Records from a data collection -
=====
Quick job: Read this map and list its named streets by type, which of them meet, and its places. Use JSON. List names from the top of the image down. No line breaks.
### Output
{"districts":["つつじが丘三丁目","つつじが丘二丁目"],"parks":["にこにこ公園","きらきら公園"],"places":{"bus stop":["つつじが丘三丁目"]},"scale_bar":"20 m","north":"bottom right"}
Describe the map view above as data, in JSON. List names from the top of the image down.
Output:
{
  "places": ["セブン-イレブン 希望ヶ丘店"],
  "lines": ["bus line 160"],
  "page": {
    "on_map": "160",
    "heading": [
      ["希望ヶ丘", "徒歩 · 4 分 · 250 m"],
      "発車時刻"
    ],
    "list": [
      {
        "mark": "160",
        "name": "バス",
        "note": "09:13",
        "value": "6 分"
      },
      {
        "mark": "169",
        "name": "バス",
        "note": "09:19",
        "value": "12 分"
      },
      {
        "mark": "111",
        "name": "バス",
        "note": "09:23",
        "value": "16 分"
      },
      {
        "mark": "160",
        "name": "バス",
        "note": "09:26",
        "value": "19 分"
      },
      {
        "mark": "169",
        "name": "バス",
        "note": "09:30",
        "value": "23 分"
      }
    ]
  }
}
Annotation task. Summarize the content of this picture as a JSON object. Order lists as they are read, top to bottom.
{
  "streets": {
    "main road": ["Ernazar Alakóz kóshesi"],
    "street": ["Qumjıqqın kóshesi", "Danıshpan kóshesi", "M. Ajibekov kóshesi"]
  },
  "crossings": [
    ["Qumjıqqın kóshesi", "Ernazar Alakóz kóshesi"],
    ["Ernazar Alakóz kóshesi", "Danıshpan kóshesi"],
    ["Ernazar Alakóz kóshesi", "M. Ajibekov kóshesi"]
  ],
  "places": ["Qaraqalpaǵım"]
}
=====
What the task requires - Identify the lines in the records above that contain the word "down", then state how many there are and nothing more.

Expected answer - 2